◆ Task goal ◆
The records below are to be transcribed exactly from their first line to the line that has "filter:drop-shadow(1px 0 #1c1c1c)", inclusive, with every picture omitted.

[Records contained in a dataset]
______________________________

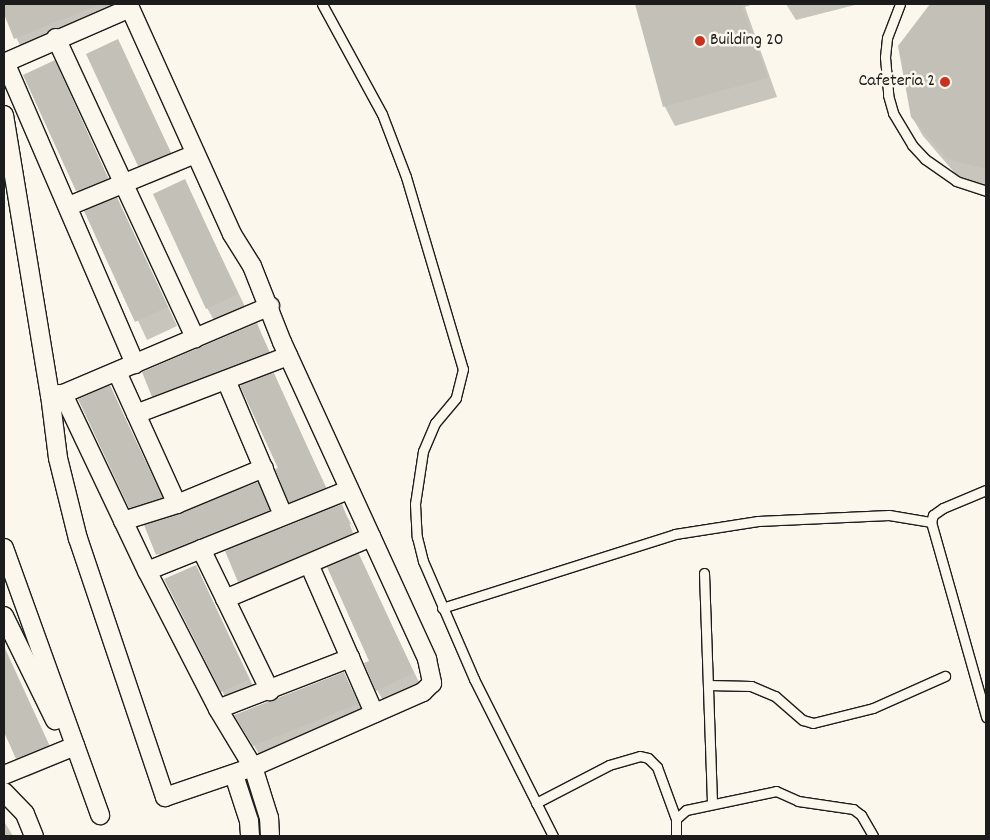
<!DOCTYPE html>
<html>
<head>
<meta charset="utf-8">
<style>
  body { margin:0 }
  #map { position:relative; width:990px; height:840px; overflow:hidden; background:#fbf7ec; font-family:Dekko,sans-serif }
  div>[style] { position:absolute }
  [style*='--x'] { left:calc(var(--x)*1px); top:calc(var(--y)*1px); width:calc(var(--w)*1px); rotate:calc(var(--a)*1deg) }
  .shadow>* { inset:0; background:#0003 }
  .building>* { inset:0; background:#c3c0b8 }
  .roads { filter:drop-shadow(1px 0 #1c1c1c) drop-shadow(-1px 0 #1c1c1c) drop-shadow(0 1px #1c1c1c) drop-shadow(0 -1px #1c1c1c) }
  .lane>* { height:9px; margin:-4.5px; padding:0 4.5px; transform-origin:4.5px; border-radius:4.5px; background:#fbf7ec }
  .street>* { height:18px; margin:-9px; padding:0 9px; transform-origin:9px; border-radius:9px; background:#fbf7ec }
  .dots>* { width:14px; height:14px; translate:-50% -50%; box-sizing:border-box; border:2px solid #fbf7ec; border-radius:50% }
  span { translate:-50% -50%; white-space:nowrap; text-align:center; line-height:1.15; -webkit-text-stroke:5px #fbf7ec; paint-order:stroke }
  .poi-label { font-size:18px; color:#1c1c1c }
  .left { translate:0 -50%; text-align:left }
  .right { translate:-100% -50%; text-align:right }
  .frame { position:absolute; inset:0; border:5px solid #1c1c1c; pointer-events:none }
</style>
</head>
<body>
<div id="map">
  <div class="shadow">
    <i style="clip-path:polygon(4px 4px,137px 4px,26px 58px,4px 12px)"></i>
    <i style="clip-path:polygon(636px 4px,754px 4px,745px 7px,777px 97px,675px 126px,665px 107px)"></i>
    <i style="clip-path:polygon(786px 4px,859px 4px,796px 20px)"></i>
    <i style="clip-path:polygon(931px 4px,986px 4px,986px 185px,959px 178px,923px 136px,912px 117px,899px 46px)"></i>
    <i style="clip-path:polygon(118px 40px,180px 172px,150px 184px,139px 166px)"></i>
    <i style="clip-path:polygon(54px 62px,177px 326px,147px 340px,24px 76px)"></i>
    <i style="clip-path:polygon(185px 181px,248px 313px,218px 327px,207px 308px)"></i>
    <i style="clip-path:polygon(evenodd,257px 325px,279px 371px,272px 373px,336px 508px,341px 506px,352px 525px,363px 552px,358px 554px,424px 693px,388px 709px,377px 690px,371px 661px,328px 567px,250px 600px,227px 550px,168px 573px,145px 525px,141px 526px,130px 507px,110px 387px,172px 516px,257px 484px,280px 531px,302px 522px,241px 385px,164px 415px,153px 396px,257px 325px,348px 524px,351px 524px,357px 538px,355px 539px,348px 524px)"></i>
    <i style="clip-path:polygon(196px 566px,259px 698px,233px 710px,222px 691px)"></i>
    <i style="clip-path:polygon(4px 646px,58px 764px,28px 777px,4px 729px)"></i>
    <i style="clip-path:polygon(344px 673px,368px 723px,265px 764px,247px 734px)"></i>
    <i style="clip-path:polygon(4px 823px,5px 823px,13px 836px,4px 836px)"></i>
  </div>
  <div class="building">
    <i style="clip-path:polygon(4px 4px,101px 4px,14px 39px,4px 14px)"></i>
    <i style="clip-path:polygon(635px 4px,741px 4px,768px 78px,663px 107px)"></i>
    <i style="clip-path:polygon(930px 4px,986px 4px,986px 169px,947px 159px,911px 117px,898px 46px)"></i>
    <i style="clip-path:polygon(118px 39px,171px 153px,138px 166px,86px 54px)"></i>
    <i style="clip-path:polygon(55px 60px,108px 178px,76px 191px,23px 75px)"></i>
    <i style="clip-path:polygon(185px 179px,238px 294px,206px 309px,153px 194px)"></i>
    <i style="clip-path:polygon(117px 198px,168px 307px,135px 322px,84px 211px)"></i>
    <i style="clip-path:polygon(257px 323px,269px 352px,152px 397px,142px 372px)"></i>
    <i style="clip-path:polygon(274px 373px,326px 488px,289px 503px,275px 469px,278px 468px,240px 386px)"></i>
    <i style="clip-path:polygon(110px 385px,162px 498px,129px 508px,78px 399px)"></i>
    <i style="clip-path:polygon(258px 482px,270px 510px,156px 555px,144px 525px)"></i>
    <i style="clip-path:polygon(342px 504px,353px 533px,238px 582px,225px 551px)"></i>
    <i style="clip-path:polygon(359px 554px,414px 673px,376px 691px,364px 663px,369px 661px,327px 567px)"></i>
    <i style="clip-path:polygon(196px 565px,249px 679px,221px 692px,164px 579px)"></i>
    <i style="clip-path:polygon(4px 648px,49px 745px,16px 759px,4px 732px)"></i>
    <i style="clip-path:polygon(344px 672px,358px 704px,253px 746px,234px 715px)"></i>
  </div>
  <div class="roads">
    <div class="lane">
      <i style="--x:322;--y:4;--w:125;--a:61.4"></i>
      <i style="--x:382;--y:114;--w:67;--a:69.1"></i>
      <i style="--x:406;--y:177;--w:200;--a:73.5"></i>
      <i style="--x:463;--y:369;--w:30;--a:104"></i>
      <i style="--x:456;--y:398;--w:33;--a:130"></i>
      <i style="--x:435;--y:423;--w:30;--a:113"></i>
      <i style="--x:423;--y:451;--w:54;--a:98.6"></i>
      <i style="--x:415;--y:504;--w:33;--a:87"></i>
      <i style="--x:417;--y:537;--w:25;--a:76"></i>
      <i style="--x:423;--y:561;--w:129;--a:66.6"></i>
      <i style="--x:474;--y:679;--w:176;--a:63.3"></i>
      <i style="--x:900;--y:4;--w:36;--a:111"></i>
      <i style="--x:887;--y:38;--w:19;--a:96"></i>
      <i style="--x:885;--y:57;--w:38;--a:85"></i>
      <i style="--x:888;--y:95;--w:19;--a:74"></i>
      <i style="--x:893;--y:113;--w:37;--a:59"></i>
      <i style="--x:912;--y:145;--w:19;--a:47"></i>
      <i style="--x:925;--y:159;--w:38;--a:35"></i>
      <i style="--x:956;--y:181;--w:32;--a:18"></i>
      <i style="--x:986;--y:490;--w:47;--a:157.3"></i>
      <i style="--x:943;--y:508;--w:12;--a:145"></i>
      <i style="--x:933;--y:515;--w:7;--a:106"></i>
      <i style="--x:931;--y:522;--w:203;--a:74.2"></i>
      <i style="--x:704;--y:573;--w:231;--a:88"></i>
      <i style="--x:442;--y:608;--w:244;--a:-17.6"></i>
      <i style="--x:675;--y:534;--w:84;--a:-8.9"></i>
      <i style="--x:758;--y:521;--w:131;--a:-2.6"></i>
      <i style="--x:889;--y:515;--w:43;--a:9.5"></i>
      <i style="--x:708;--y:685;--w:43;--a:1.3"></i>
      <i style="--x:751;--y:686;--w:26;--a:23"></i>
      <i style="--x:775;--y:696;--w:37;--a:41"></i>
      <i style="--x:803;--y:720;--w:10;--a:17"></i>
      <i style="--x:813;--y:723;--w:62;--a:-14"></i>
      <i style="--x:873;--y:708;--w:79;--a:-24"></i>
      <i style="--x:536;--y:803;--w:82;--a:-27.5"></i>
      <i style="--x:609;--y:765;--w:32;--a:-16"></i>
      <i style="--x:640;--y:756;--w:8;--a:14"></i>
      <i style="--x:648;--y:758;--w:13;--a:45"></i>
      <i style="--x:657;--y:767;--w:55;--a:69.9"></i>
      <i style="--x:676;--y:836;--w:17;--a:-90"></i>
      <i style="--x:676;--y:819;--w:13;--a:-42"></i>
      <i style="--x:686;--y:810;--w:92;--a:-11.9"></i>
      <i style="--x:776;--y:791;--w:24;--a:24"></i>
      <i style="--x:798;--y:801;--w:56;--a:8.3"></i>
      <i style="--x:853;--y:809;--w:10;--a:37"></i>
      <i style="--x:861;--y:815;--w:24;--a:60"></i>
    </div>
    <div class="street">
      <i style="--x:56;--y:38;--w:331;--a:65.1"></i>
      <i style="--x:5;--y:62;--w:329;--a:66.7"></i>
      <i style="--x:4;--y:63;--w:137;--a:-23.6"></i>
      <i style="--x:130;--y:8;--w:248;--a:65.7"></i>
      <i style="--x:232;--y:234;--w:38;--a:58"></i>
      <i style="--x:252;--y:266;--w:82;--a:68.5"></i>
      <i style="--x:282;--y:342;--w:349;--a:65.4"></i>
      <i style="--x:427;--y:659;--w:25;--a:78"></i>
      <i style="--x:432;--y:683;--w:13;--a:135"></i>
      <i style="--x:423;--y:692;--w:186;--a:156.2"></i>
      <i style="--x:253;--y:767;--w:93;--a:161.2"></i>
      <i style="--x:165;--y:797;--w:272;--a:-108.6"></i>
      <i style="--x:78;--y:539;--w:83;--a:-103.9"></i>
      <i style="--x:58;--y:458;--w:64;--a:-97.2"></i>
      <i style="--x:4;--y:115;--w:284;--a:80.7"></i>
      <i style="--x:50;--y:395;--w:10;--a:-6"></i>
      <i style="--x:69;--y:206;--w:136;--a:-22.4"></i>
      <i style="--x:117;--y:372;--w:145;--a:65.6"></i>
      <i style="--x:226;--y:380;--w:147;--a:67.1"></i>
      <i style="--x:136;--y:414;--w:163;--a:-20.9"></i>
      <i style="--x:123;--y:521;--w:57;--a:-17.5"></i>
      <i style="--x:177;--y:504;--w:94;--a:-22.5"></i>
      <i style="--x:4;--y:548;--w:284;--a:70.2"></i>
      <i style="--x:201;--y:549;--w:158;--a:64.1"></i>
      <i style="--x:309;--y:564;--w:163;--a:66.4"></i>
      <i style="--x:147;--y:571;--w:218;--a:-21.9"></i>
      <i style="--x:225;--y:599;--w:159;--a:-23"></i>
      <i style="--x:4;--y:616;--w:116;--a:63.9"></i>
      <i style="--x:218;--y:709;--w:142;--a:-21.1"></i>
      <i style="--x:4;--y:775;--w:77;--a:-22.2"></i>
      <i style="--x:234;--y:775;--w:48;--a:71.9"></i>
      <i style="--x:249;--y:821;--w:15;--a:86"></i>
      <i style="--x:4;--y:792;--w:30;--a:46"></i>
      <i style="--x:25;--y:814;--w:24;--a:68"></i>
      <i style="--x:270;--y:836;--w:18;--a:-93"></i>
      <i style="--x:269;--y:818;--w:53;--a:-107.4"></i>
      <i style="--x:253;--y:767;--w:68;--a:-121.1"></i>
      <i style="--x:218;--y:709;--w:155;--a:-117.2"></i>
      <i style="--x:147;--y:571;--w:196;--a:-115.4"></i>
      <i style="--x:63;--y:394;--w:225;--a:-23"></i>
    </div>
  </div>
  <div class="dots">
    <i style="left:700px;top:41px;background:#c8321e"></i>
    <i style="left:945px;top:82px;background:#c8321e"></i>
  </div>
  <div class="poi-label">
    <span class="left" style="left:710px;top:41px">Building 20</span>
    <span class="right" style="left:935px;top:82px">Cafeteria 2</span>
  </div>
  <div class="frame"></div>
</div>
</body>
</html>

______________________________

◆ Final answer ◆
<!DOCTYPE html>
<html>
<head>
<meta charset="utf-8">
<style>
  body { margin:0 }
  #map { position:relative; width:990px; height:840px; overflow:hidden; background:#fbf7ec; font-family:Dekko,sans-serif }
  div>[style] { position:absolute }
  [style*='--x'] { left:calc(var(--x)*1px); top:calc(var(--y)*1px); width:calc(var(--w)*1px); rotate:calc(var(--a)*1deg) }
  .shadow>* { inset:0; background:#0003 }
  .building>* { inset:0; background:#c3c0b8 }
  .roads { filter:drop-shadow(1px 0 #1c1c1c) drop-shadow(-1px 0 #1c1c1c) drop-shadow(0 1px #1c1c1c) drop-shadow(0 -1px #1c1c1c) }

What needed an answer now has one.